The traditional Ethernet adopts the medium access control mechanism of CSMA/CD. Each node adopts the BEB (Binary ExponenTIal Back-off) algorithm to deal with conflicts, which has the defect of queuing delay uncertainty. Each network node needs to obtain the information packet through competition. Send right. The node listens to the channel during communication, and can only send information when the channel is found to be idle; if the channel is busy, it needs to wait. After the information starts to be sent, it is also necessary to check whether a collision occurs. If the information collides, it needs to exit the retransmission. Therefore, the determined queuing delay and the responsiveness of the communication response cannot be guaranteed, and the real-time requirements of the industrial process control cannot be met, even in the communication. When it is busy, there is also the danger of information loss, which limits its application in industrial control.

(2) Industrial reliability issues

Ethernet is designed for office automation and does not take into account the adaptability needs of industrial field environments, such as ultra-high or ultra-low operating temperatures, strong electromagnetic noise generated by large motors or other high-power devices that affect channel transmission characteristics, etc. . Ethernet, if applied at the bottom of the shop floor, must address reliability issues.

(3) Ethernet does not provide power and must have additional power cable

The industrial field control network not only transmits communication information, but also supplies power for field device transmission work. This is mainly due to the convenience of cable laying and maintenance, while bus power can also reduce cables and reduce wiring costs.

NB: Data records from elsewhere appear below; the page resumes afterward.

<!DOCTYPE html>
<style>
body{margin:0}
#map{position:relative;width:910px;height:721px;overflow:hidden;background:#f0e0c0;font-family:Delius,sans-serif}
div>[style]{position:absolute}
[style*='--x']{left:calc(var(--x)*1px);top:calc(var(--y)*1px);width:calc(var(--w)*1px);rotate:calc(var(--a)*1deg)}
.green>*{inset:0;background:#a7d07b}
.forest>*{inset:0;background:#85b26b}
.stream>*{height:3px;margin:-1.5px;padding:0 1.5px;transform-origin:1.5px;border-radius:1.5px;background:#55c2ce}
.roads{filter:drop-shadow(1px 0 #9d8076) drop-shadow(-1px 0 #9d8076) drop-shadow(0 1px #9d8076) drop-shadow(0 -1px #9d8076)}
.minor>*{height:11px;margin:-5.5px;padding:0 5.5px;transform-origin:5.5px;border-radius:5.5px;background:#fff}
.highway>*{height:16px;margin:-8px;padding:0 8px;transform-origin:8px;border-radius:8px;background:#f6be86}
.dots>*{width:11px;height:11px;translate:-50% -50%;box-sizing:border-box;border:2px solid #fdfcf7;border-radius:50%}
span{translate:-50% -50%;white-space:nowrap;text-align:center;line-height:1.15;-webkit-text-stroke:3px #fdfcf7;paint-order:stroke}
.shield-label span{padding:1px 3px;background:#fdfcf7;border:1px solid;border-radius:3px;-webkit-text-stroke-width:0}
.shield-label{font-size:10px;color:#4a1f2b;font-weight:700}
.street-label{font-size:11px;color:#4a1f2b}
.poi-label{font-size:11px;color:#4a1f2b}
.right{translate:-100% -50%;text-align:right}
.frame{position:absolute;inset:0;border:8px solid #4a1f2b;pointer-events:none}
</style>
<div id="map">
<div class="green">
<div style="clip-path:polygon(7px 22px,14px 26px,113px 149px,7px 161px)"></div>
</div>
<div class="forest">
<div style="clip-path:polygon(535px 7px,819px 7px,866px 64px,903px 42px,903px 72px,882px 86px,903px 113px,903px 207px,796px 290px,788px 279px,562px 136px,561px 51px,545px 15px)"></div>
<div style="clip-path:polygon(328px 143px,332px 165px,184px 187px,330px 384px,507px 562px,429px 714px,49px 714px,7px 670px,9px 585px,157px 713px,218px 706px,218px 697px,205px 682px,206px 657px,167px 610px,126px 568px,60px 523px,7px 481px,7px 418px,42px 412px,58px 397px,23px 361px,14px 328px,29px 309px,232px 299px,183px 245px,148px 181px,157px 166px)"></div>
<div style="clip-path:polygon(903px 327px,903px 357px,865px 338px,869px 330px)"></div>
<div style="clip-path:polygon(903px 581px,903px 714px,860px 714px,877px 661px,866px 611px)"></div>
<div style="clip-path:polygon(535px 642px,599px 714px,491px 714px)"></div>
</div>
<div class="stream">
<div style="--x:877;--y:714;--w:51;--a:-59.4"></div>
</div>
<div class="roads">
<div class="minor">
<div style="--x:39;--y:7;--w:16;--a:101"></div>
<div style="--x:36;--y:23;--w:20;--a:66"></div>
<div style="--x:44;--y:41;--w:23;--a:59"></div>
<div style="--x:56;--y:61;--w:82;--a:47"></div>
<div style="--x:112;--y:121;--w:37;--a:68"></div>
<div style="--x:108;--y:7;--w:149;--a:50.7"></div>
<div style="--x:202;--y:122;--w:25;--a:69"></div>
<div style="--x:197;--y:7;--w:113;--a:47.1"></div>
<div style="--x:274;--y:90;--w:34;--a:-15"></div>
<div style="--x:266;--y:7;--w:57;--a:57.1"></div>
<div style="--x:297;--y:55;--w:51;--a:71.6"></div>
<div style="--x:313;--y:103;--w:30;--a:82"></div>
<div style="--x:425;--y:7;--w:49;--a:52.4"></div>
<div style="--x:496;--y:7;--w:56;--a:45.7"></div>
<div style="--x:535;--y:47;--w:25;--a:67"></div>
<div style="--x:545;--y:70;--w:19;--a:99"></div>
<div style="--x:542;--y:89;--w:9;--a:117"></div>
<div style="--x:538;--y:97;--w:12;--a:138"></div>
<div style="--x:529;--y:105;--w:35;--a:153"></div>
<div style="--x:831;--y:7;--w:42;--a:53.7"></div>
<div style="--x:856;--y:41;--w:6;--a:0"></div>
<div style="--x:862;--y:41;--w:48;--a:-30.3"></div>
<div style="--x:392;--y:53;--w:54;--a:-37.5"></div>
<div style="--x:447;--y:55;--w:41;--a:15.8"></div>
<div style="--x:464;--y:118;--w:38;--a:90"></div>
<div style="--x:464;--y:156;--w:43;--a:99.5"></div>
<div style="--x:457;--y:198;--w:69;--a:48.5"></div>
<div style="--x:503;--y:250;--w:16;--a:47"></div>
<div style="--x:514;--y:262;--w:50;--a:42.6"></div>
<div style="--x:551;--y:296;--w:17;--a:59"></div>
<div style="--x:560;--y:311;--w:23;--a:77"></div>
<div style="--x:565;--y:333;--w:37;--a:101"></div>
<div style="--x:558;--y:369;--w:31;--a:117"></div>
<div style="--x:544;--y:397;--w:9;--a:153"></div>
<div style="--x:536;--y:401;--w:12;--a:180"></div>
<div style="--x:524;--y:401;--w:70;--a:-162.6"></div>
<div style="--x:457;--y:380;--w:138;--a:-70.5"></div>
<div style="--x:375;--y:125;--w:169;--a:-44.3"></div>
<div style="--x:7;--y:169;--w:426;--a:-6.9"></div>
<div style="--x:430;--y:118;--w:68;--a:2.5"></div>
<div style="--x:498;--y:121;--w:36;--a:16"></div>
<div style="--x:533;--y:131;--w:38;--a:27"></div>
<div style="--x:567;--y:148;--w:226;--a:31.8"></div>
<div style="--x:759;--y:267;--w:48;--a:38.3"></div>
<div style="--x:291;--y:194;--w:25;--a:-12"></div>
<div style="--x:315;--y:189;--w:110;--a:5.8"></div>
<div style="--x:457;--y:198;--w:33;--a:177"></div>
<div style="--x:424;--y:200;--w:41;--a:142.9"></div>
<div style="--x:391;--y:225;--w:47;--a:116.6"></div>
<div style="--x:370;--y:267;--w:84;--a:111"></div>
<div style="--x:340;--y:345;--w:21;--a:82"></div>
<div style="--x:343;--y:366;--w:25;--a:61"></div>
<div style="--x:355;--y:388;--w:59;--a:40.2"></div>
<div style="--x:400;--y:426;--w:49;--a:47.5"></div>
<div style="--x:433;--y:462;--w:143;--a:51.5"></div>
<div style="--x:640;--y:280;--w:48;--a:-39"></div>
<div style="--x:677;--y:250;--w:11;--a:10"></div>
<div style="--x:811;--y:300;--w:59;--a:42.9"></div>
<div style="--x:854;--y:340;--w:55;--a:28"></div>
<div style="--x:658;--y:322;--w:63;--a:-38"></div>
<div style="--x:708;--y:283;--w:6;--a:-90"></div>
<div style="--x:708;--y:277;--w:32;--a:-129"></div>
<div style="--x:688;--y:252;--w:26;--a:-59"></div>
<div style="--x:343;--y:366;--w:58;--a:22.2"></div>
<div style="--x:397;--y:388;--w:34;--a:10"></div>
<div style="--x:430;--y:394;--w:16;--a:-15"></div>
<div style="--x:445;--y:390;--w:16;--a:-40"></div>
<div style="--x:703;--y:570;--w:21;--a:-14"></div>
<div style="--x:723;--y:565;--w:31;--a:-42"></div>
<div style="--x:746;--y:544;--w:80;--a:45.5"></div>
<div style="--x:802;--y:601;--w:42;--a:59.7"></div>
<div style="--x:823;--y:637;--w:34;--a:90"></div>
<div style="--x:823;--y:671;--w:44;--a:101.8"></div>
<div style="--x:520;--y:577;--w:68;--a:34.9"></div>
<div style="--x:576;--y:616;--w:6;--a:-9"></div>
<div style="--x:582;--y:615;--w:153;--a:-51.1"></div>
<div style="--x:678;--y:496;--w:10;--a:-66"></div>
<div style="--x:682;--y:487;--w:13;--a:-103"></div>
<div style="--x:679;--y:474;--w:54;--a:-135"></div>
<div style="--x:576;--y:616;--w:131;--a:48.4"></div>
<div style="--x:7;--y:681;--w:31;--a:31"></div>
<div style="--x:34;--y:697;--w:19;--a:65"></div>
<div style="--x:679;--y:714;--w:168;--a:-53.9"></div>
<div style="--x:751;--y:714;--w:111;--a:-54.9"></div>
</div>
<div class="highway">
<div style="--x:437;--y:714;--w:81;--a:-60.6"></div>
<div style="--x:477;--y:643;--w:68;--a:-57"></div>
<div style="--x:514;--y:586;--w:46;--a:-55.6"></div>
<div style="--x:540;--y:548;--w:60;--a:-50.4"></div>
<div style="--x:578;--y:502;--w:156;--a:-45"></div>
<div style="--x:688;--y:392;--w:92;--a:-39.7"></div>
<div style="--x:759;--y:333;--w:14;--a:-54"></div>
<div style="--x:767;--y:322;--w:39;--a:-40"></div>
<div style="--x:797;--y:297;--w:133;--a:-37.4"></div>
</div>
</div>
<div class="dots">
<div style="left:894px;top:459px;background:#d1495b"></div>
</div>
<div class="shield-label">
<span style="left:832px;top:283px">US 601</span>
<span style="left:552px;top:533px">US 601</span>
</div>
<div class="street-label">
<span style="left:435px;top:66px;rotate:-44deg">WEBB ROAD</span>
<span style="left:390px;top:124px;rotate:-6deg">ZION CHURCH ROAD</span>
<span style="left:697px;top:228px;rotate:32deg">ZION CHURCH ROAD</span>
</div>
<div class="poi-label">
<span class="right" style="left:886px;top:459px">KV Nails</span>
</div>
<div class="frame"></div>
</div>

(4) Ethernet is not an intrinsically safe system

(5) Security issues

Because Ethernet uses the TCP/IP protocol, Ethernet may be subject to network security threats including viruses, hackers, and illegal operations. Unauthorized users may enter the control layer or management layer of the network, causing security breaches. In this regard, user security, such as user passwords, data encryption, and firewalls, can be used to enhance the security management of the network. However, solutions for industrial automation control network security issues need to be carefully studied.

(6) Integration of existing control networks and new Ethernet control networks

Among these issues, real-time, deterministic, and reliability issues are major obstacles to the long-term barrier to Ethernet entry into industrial control. In order to solve this problem, people have proposed a solution for industrial Ethernet.

As a new trend in networking and information technology, Ethernet plays a vital role in industrial communication and automation systems. Its superior performance brings huge benefits to your application: rapid assembly through simple connection. Continuous development provides continuous compatibility, thus ensuring investment security. Communication performance is virtually unlimited through switching technology. A variety of networking applications, such as the networking of office environments and production application environments.

The use of Ethernet and TCP/IP protocols as the most important communication interfaces and means in industrial communication and automation systems, and the development towards network, standardization and openness will be the main trends in the development of various industrial control system technologies. Market share is as high as 80%.

As the most widely used and fastest growing LAN technology, Ethernet has achieved extraordinary development in the fields of industrial automation and process control. At the same time, IP-based integrated addressing, standard, shared, high-speed information channel solutions for industrial production will also have a profound impact on industrial control systems.